- **Work to complete**
Verbatim reproduction of the entries is required; images must be omitted.

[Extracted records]
::::::

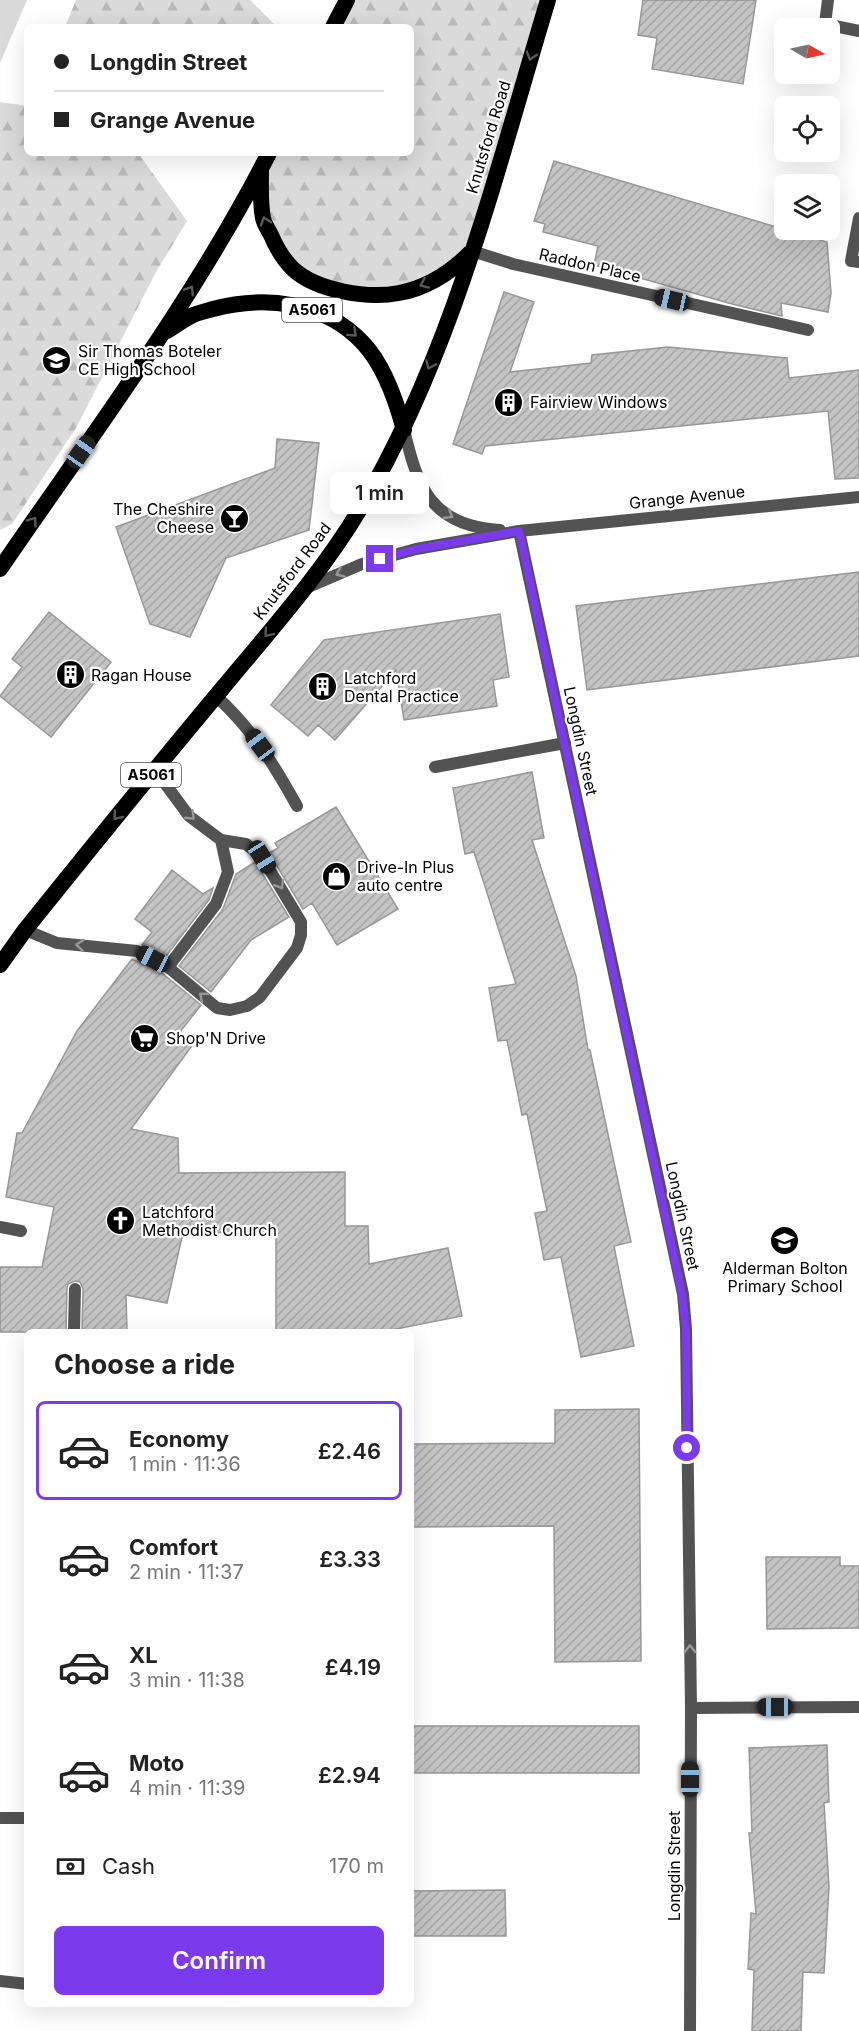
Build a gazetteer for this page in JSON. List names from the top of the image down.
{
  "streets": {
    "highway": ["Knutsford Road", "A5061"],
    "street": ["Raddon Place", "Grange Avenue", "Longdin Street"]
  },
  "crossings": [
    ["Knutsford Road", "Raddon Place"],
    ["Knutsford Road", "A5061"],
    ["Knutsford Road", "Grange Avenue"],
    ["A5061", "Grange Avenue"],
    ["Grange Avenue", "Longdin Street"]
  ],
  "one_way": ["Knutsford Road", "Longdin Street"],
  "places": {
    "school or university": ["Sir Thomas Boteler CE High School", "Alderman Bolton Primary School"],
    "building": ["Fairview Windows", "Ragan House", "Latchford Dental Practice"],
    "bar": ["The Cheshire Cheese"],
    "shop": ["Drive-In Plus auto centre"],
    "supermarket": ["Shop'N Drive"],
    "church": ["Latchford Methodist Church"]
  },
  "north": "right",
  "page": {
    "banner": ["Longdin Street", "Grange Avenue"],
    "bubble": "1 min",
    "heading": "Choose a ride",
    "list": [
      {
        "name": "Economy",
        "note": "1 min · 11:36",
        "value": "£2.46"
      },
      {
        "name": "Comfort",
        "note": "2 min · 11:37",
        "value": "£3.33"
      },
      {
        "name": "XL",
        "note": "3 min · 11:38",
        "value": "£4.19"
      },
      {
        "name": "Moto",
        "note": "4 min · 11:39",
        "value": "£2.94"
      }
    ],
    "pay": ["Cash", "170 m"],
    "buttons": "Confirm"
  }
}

::::::

- **Result below**
Build a gazetteer for this page in JSON. List names from the top of the image down.
{
  "streets": {
    "highway": ["Knutsford Road", "A5061"],
    "street": ["Raddon Place", "Grange Avenue", "Longdin Street"]
  },
  "crossings": [
    ["Knutsford Road", "Raddon Place"],
    ["Knutsford Road", "A5061"],
    ["Knutsford Road", "Grange Avenue"],
    ["A5061", "Grange Avenue"],
    ["Grange Avenue", "Longdin Street"]
  ],
  "one_way": ["Knutsford Road", "Longdin Street"],
  "places": {
    "school or university": ["Sir Thomas Boteler CE High School", "Alderman Bolton Primary School"],
    "building": ["Fairview Windows", "Ragan House", "Latchford Dental Practice"],
    "bar": ["The Cheshire Cheese"],
    "shop": ["Drive-In Plus auto centre"],
    "supermarket": ["Shop'N Drive"],
    "church": ["Latchford Methodist Church"]
  },
  "north": "right",
  "page": {
    "banner": ["Longdin Street", "Grange Avenue"],
    "bubble": "1 min",
    "heading": "Choose a ride",
    "list": [
      {
        "name": "Economy",
        "note": "1 min · 11:36",
        "value": "£2.46"
      },
      {
        "name": "Comfort",
        "note": "2 min · 11:37",
        "value": "£3.33"
      },
      {
        "name": "XL",
        "note": "3 min · 11:38",
        "value": "£4.19"
      },
      {
        "name": "Moto",
        "note": "4 min · 11:39",
        "value": "£2.94"
      }
    ],
    "pay": ["Cash", "170 m"],
    "buttons": "Confirm"
  }
}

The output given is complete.